Where should Development focus: GDP or people’s Well-being
Amartya Sen’s idea of capability theory can’t be properly understood without first revisiting the concept of “development”. In fact, long ago the agenda of ‘development’ was hijacked by economists. As a result, today when people talk of progress or development they are merely talking of “economic development” which simply means expansion of the economy in terms of GDP growth. People play the role of producer of goods and services and also the end consumers. It is basically a production/consumption oriented progress – produce more and consume more, and call yourself developed. People are supposed to be more “developed” if they consume more. Everything is seen in the context of consumption of goods and resources; it is an input driven ideology.

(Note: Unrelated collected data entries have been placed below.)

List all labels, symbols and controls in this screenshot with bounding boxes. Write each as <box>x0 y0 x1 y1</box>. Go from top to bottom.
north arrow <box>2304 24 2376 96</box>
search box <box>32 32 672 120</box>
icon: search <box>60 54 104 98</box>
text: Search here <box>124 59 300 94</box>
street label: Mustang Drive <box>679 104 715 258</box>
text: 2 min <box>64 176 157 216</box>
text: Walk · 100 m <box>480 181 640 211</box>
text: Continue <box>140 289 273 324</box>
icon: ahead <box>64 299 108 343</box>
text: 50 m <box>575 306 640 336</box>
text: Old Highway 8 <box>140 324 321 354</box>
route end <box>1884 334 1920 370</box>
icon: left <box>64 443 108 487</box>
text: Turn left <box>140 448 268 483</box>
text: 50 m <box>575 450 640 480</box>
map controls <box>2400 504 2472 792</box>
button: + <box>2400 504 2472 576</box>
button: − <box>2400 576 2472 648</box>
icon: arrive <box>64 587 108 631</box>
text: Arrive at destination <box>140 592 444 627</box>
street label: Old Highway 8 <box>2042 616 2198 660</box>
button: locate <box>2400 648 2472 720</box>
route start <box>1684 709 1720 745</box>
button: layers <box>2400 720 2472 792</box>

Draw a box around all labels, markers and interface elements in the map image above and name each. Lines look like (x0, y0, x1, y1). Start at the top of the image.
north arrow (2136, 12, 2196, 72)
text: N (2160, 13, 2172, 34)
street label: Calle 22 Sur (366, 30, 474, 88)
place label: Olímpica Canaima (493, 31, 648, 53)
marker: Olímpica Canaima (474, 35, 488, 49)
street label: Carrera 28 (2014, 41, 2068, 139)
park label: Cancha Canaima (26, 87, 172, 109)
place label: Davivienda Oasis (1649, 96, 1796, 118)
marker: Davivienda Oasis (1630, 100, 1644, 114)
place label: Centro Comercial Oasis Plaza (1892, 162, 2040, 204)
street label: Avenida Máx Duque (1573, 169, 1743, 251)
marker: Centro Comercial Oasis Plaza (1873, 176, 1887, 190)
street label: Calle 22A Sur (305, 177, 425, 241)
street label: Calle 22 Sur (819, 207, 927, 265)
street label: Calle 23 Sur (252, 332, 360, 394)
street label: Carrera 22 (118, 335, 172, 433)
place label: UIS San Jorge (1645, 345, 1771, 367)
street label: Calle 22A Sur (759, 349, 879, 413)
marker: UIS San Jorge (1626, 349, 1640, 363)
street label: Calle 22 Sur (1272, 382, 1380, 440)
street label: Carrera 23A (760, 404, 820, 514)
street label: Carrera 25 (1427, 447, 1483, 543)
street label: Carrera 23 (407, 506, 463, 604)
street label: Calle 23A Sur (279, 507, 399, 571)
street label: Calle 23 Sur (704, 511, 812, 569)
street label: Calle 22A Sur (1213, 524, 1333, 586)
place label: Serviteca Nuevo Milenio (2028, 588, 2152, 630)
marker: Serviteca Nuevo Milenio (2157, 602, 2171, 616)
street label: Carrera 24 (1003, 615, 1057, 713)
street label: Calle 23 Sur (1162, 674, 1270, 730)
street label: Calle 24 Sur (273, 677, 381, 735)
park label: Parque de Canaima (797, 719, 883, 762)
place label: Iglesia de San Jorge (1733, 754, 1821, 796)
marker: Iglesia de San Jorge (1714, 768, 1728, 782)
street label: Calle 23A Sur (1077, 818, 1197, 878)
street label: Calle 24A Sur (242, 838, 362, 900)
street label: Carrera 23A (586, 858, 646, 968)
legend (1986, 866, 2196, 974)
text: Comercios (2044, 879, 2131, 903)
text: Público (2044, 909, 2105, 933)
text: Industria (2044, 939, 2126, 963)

While economic expansion is useful as it adds to the material comfort people, the human well-being also depends upon non-material things – after all people are psychological, social and political beings. Therefore, the primary focus of development should be people as human beings, not mere expansion of the economy, measured as GDP growth. It means shifting from the narrow resource (input) driven “economic development” to a broader well-being (end-result) based “human development”.
Amartya Sen’s capabilities approach offers this broad based perspective of development where everything revolves around people’s well-being.
Capability Approach: A Comprehensive Development Paradigm
In the recent decades Amartya Sen’s Capability theory has emerged as a serious alternative model of progress and development. Rather than goods and resources (the inputs), the focus of Sen’s capability approach is people and their capabilities (the end-results). It also provides an alternative perspective on issues like poverty, inequality, gender bias, and social exclusion that are hardly touched by the economic perspective.
Sen’s approach is both comprehensive and flexible. It provides dignity to human race because the economic model of development has reduced people to the status of producers and consumers. If the GDP growth model dis-empowers them, the capabilities approach makes their empowerment a central issue. Rather than talking of some theoretical equality of people or seeing them in terms of numbers, the capability approach explicitly recognizes the differences among individuals. It also accepts that people’s abilities are affected by external factors coming from interaction with other people, social arrangements, access to infrastructure and public services, discriminations, opportunities to participate in social and political activities, freedom to speak and influence state policies, and so on.
Historical Roots of Capability Approach
The origin of the idea of functionings and capability can be traced back to Aristotle in the 4th century BC. In Politics, while discussing the idea of the “best political arrangement,” Aristotle argued that the aim of political planning is the distribution of the conditions for a good life to the people in the city. These conditions are understood by him as producing capabilities, that is, the possibilities of having a “flourishing life. He asserted that a good life is one in which a person can function not only in the biological sense but also by exercising choice and reason. Thinkers like Adam Smith and John Stuart Mill also gave similar ideas of good human life.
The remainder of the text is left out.